Senior Research Scholar Henry Richardson has published a new co-authored paper in the New England Journal of Medicine. The paper, titled When Ancillary Care Clashes with Study Aims, examines whether medical researchers have a moral obligation to provide ancillary care in cases where doing so interferes with the study’s aims.
Authors Richardson, Nir Eyal, Jeffrey Campbell, and Jessica Haberer examine the role ancillary care plays in a specific study in Uganda and South Africa of different populations of individuals taking antiretroviral medication for HIV. To gather data about these different populations’ adherence to treatments, the participants were given electronic pill boxes that provided the research team with real-time information about treatment adherence. This put the researchers in the position of having reason to intervene with participants who were adhering poorly to the treatment regimen. That would count as ancillary care; but it would also directly interfere with the phenomenon being studied.

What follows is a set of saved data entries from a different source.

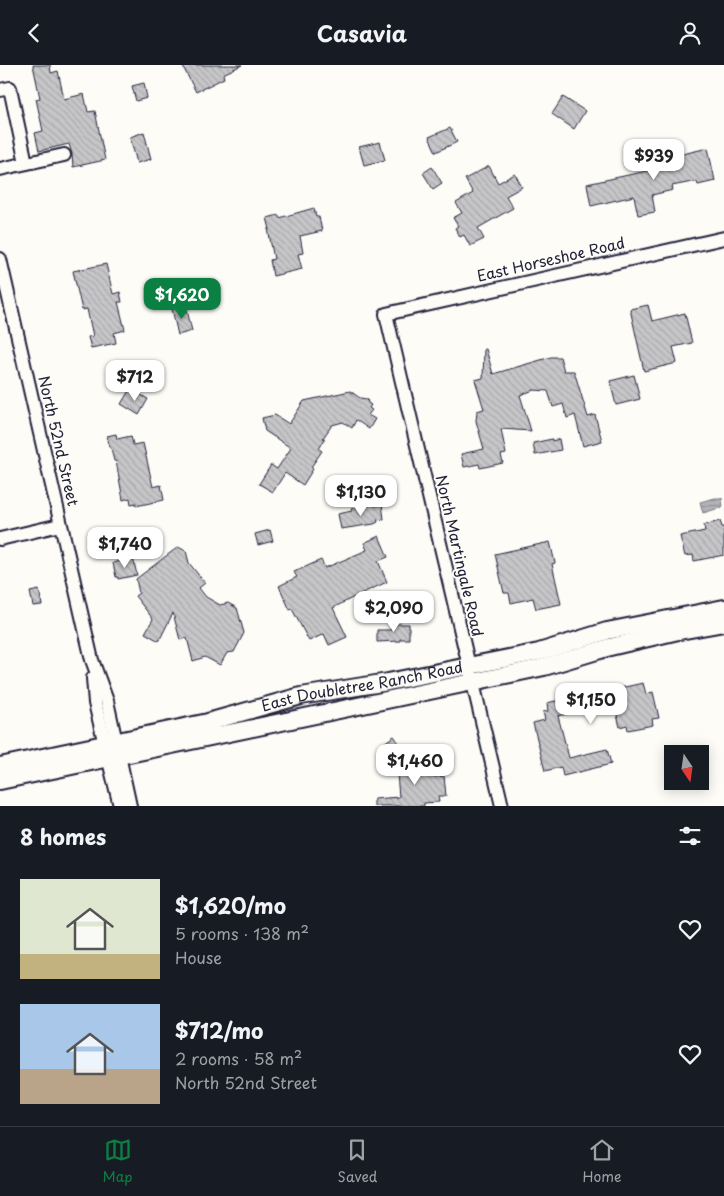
<!DOCTYPE html>
<html lang="en">
<head>
<meta charset="utf-8">
<style>
  body { margin:0; font-family:"Playpen Sans",sans-serif; background:#20242c; color:#f1f3f6; height:100vh; display:flex; flex-direction:column; font-size:19px; white-space:nowrap }
  * { box-sizing:border-box; margin:0 }
  p { font-size:16px; color:#9ea1a6 }
  .icon { flex:none; width:28px; height:28px; fill:none; stroke:currentColor; stroke-width:2; stroke-linecap:round; stroke-linejoin:round }
  .map { position:relative; height:741px; overflow:hidden }
  .side { display:flex; flex-direction:column; background:#171b24; flex:1 }
  .side>* { flex:none }
  .needle { width:32px; rotate:167deg }
  .controls { position:absolute; left:664px; top:680px; display:grid; gap:10px }
  .controls a { display:grid; place-items:center; width:45px; height:45px; border-radius:0px; background:#171b24; box-shadow:0 2px 12px #0003; font-size:25px }
  .price { position:absolute; translate:-50% -42px; padding:0 11px; border-radius:10px; background:#fff; color:#222; font-size:16px; line-height:32px; filter:drop-shadow(0 1px 2px #0008) }
  .price::after { content:''; position:absolute; left:50%; top:30px; width:15px; height:11px; margin-left:-8px; background:inherit; clip-path:polygon(0 0,100% 0,50% 100%) }
  .price.selected { background:#0b8043; color:#fff }
  ul { padding:0; list-style:none }
  li { display:flex; align-items:center; gap:15px; height:125px; padding:0 20px }
  li span { display:grid; place-items:center; flex:none; width:140px; height:100px; border-radius:0px; color:#555 }
  li>.icon { margin-inline-start:auto }
  span .icon { width:60px; height:60px; fill:#fffc; stroke-width:1 }
  li b { font-size:21px }
  h2 { display:flex; justify-content:space-between; align-items:center; height:60px; padding:0 20px; font-size:21px }
  header { display:flex; justify-content:space-between; align-items:center; height:65px; padding:0 20px; background:#171b24; font-size:22px; font-weight:700 }
  .tab-bar { display:flex; justify-content:space-around; align-items:center; height:70px; border-top:1px solid #363941; background:#171b24; font-size:14px; color:#9ea1a6 }
  .tab-bar a { display:grid; justify-items:center; gap:2px }
  .tab-bar .selected { color:#0b8043 }
  .map>svg:first-child { display:block }
  .water { fill:url(#water-rules); stroke:#787885 }
  .building { fill:url(#building-back-hatch); stroke:#22223b }
  .lines { fill:none; stroke-linecap:round; stroke-linejoin:round }
  .minor-casing { stroke:#22223b; stroke-width:16 }
  .major-casing { stroke:#22223b; stroke-width:20 }
  .minor { stroke:#fdfcf7; stroke-width:12 }
  .major { stroke:#fdfcf7; stroke-width:16 }
  .labels { text-anchor:middle; stroke-width:4; stroke-linejoin:round; paint-order:stroke }
  .street-label { font-size:15px; fill:#22223b; stroke:#fdfcf7 }
</style>
</head>
<body>
<header><svg class="icon" aria-label="back" viewBox="0 0 24 24"><path d="M15 5l-7 7 7 7"/></svg>Casavia<svg class="icon" aria-label="person" viewBox="0 0 24 24"><circle cx="12" cy="8" r="4"/><path d="M4 21q1-7 8-7t8 7"/></svg></header>
<div class="map">
<svg width="724" height="741" viewBox="0 0 724 741">
  <defs>
    <pattern id="water-rules" width="6" height="5" patternUnits="userSpaceOnUse" patternTransform="scale(1.25)"><rect width="6" height="5" fill="#b2b2b7"/><path d="M0 2.5h6" fill="none" stroke="#909096"/></pattern>
    <pattern id="building-back-hatch" width="6" height="6" patternUnits="userSpaceOnUse" patternTransform="scale(1.25)"><rect width="6" height="6" fill="#c6c6c8"/><path d="M-1 5l2 2M0 0l6 6M5-1l2 2" fill="none" stroke="#aaaaad"/></pattern>
  </defs>
  <rect width="100%" height="100%" fill="#fdfcf7"/>
  <filter id="ink" filterUnits="userSpaceOnUse"><feTurbulence type="fractalNoise" baseFrequency=".02" numOctaves="2"/><feDisplacementMap in="SourceGraphic" scale="10" xChannelSelector="R" yChannelSelector="G"/><feConvolveMatrix kernelMatrix="1 2 1 2 8 2 1 2 1" color-interpolation-filters="sRGB"/></filter>
  <g filter="url(#ink)">
    <polygon class="water" points="715,433 722,433 723,442 703,448 700,437"/>
    <g class="building">
      <polygon points="33,0 50,0 51,8 58,6 64,34 84,29 88,47 95,46 105,95 73,102 72,89 69,79 39,86 35,68 43,66 36,34 40,33"/>
      <polygon points="182,0 242,0 223,9 224,13 196,27"/>
      <polygon points="144,18 147,33 136,36 132,21"/>
      <polygon points="563,32 585,46 574,64 552,49"/>
      <polygon points="450,63 457,77 436,87 429,72"/>
      <polygon points="144,67 151,94 137,98 130,72"/>
      <polygon points="380,77 385,95 364,100 359,82"/>
      <polygon points="708,83 715,116 698,120 697,116 672,121 673,125 652,130 655,147 638,150 634,131 591,141 587,119 665,102 664,98 675,96 674,91"/>
      <polygon points="489,101 498,118 515,109 522,122 506,131 513,143 478,163 484,174 470,181 464,170 460,172 455,163 458,161 453,153 462,148 456,138 473,128 465,114"/>
      <polygon points="432,102 442,118 433,124 423,108"/>
      <polygon points="314,143 316,152 319,152 322,166 300,171 303,188 298,189 302,204 273,211 270,195 274,194 268,164 270,164 267,153 279,150 279,153"/>
      <polygon points="106,199 113,229 120,227 122,237 118,237 125,265 114,268 116,278 91,283 88,272 93,271 87,244 82,245 73,206"/>
      <polygon points="648,240 652,256 685,248 692,278 673,282 677,298 644,306 630,244"/>
      <polygon points="186,241 192,266 178,270 172,244"/>
      <polygon points="484,284 486,284 493,309 551,292 560,292 564,306 574,306 588,352 595,350 602,376 583,381 575,350 567,353 563,339 553,342 548,326 534,325 520,330 531,366 501,364 506,389 501,390 503,398 480,403 479,399 464,402 461,389 484,384 476,356 477,346 484,344 475,315 483,313"/>
      <polygon points="634,310 640,334 616,340 610,316"/>
      <polygon points="130,324 148,334 139,350 121,339"/>
      <polygon points="350,326 360,333 367,334 368,338 371,340 369,343 372,345 368,350 375,354 369,364 356,355 352,363 343,357 332,360 323,373 325,374 319,384 322,386 311,402 313,404 303,420 285,408 273,427 259,419 271,400 277,404 291,383 265,366 262,353 275,350 289,359 304,336"/>
      <polygon points="116,369 117,374 131,371 133,380 143,378 153,422 161,420 164,435 136,441 136,438 131,439 130,433 123,435 116,396 114,396 111,383 110,383 107,371"/>
      <polygon points="552,374 552,376 559,374 561,385 535,390 533,378"/>
      <polygon points="374,439 375,441 382,439 384,454 377,455 378,457 374,459 341,464 338,449 352,446 351,444"/>
      <polygon points="720,456 722,462 724,462 724,490 694,496 693,490 685,491 680,471 705,466 704,460"/>
      <polygon points="270,465 273,476 258,480 255,469"/>
      <polygon points="379,471 388,492 378,496 387,517 358,530 333,543 347,572 329,580 324,569 309,576 292,544 290,545 279,521 297,512 294,507 321,495 325,503 367,485 364,478"/>
      <polygon points="550,477 555,498 552,499 561,539 536,544 533,533 511,538 509,528 504,528 495,489"/>
      <polygon points="178,482 186,486 189,498 205,518 199,523 206,532 220,540 228,538 237,543 244,568 234,587 227,588 220,600 205,592 193,596 187,573 180,575 173,548 159,576 145,568 153,554 135,531 139,528 136,514"/>
      <polygon points="133,493 137,510 118,514 118,512 116,512 113,498"/>
      <polygon points="39,525 42,540 33,541 30,527"/>
      <polygon points="391,559 409,559 409,574 400,574 400,576 377,577 377,565 391,565"/>
      <polygon points="643,618 646,629 653,627 659,653 652,654 653,660 628,665 627,660 620,662 614,638 558,651 569,693 607,684 611,699 563,711 561,702 545,706 533,658 545,655 543,647 548,646 547,638 593,627 593,629"/>
      <polygon points="394,671 401,681 391,688 384,678"/>
      <polygon points="429,694 430,712 444,711 446,731 438,731 439,737 424,738 424,741 374,741 374,734 399,732 396,697"/>
    </g>
    <g class="lines">
      <defs>
        <g id="minor">
          <polyline points="0,25 10,23 26,98"/>
          <polyline points="0,104 64,90"/>
          <polyline points="0,194 92,595 107,636 130,741"/>
          <polyline points="0,474 60,460"/>
          <polyline points="93,613 95,638 120,741"/>
          <polyline points="502,741 386,249 724,173"/>
        </g>
        <g id="major">
          <path id="s1" d="M0,701L208,657L301,631L388,617L539,587L607,566L724,543"/>
          <polyline points="0,716 544,602 610,582 674,567 724,558"/>
        </g>
      </defs>
      <use href="#minor" class="minor-casing"/>
      <use href="#major" class="major-casing"/>
      <use href="#minor" class="minor"/>
      <use href="#major" class="major"/>
    </g>
  </g>
  <g class="labels">
    <g class="street-label">
      <text transform="translate(551 195) rotate(-13)" y="5">East Horseshoe Road</text>
      <text transform="translate(58 376) rotate(77)" y="5">North 52nd Street</text>
      <text transform="translate(459 491) rotate(77)" y="5">North Martingale Road</text>
      <text dy="5" stroke="none"><textPath href="#s1" startOffset="371">East Doubletree Ranch Road</textPath></text>
    </g>
  </g>
</svg>
<div class="controls">
<a><svg class="needle" viewBox="-14 -14 28 28"><path d="M0-13l5 13h-10z" fill="#e53935"/><path d="M0 13l5-13h-10z" fill="#9ea1a6"/></svg></a>
</div>
<b class="price" style="left:654px;top:116px">$939</b>
<b class="price selected" style="left:182px;top:255px">$1,620</b>
<b class="price" style="left:135px;top:337px">$712</b>
<b class="price" style="left:361px;top:452px">$1,130</b>
<b class="price" style="left:125px;top:504px">$1,740</b>
<b class="price" style="left:394px;top:568px">$2,090</b>
<b class="price" style="left:591px;top:660px">$1,150</b>
<b class="price" style="left:415px;top:721px">$1,460</b>
</div>
<section class="side">
<h2>8 homes<svg class="icon" aria-label="filters" viewBox="0 0 24 24"><path d="M4 7h16M4 17h16"/><circle cx="9" cy="7" r="2"/><circle cx="15" cy="17" r="2"/></svg></h2>
<ul>
<li><span style="background:linear-gradient(#dfe7d0 75%,#c2b280 0)"><svg class="icon" aria-label="home" viewBox="0 0 24 24"><path d="M3 11l9-7 9 7M6 9v11h12V9"/></svg></span><div><b>$1,620/mo</b><p>5 rooms · 138 m²</p><p>House</p></div><svg class="icon" aria-label="heart" viewBox="0 0 24 24"><path d="M12 20l-8-8c-3-5 5-10 8-4 3-6 11-1 8 4z"/></svg></li>
<li><span style="background:linear-gradient(#a9c7e8 65%,#b9a48a 0)"><svg class="icon" aria-label="home" viewBox="0 0 24 24"><path d="M3 11l9-7 9 7M6 9v11h12V9"/></svg></span><div><b>$712/mo</b><p>2 rooms · 58 m²</p><p>North 52nd Street</p></div><svg class="icon" aria-label="heart" viewBox="0 0 24 24"><path d="M12 20l-8-8c-3-5 5-10 8-4 3-6 11-1 8 4z"/></svg></li>
</ul>
</section>
<nav class="tab-bar">
<a class="selected"><svg class="icon" aria-label="map" viewBox="0 0 24 24"><path d="M3 6l6-2 6 2 6-2v14l-6 2-6-2-6 2zM9 4v14M15 6v14"/></svg>Map</a>
<a><svg class="icon" aria-label="saved" viewBox="0 0 24 24"><path d="M7 4h10v16l-5-4-5 4z"/></svg>Saved</a>
<a><svg class="icon" aria-label="home" viewBox="0 0 24 24"><path d="M3 11l9-7 9 7M6 9v11h12V9"/></svg>Home</a>
</nav>
</body>
</html>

In this particular case, the authors argue that the ancillary-care obligation does not prevail, stating that study participants’ claims to ancillary care are overridden by the importance of gathering information about these groups’ adherence rates – the aim of the study in question. In the actual case, however, the researchers opted to intervene with the poorly adhering pregnant participants, but not on account of the ancillary-care obligation.
An excerpt from the article:
We propose that when provision of otherwise obligatory ancillary care clashes with a study end point, researchers should first determine whether there is a compromise solution that would meet both the study’s scientific aims and ancillary care obligations. Advance planning and budgeting may make that prospect more feasible. When that’s impossible, researchers and oversight bodies should reexamine the study aims in light of the human costs and risks posed by not providing ancillary care. Where study aims matter greatly it may be permissible to prioritize study completion over ancillary care provision, as determined by an oversight body tasked with protecting participants’ rights. Whether prioritizing the study is permissible in a given case may depend on additional factors, including the interests of third parties.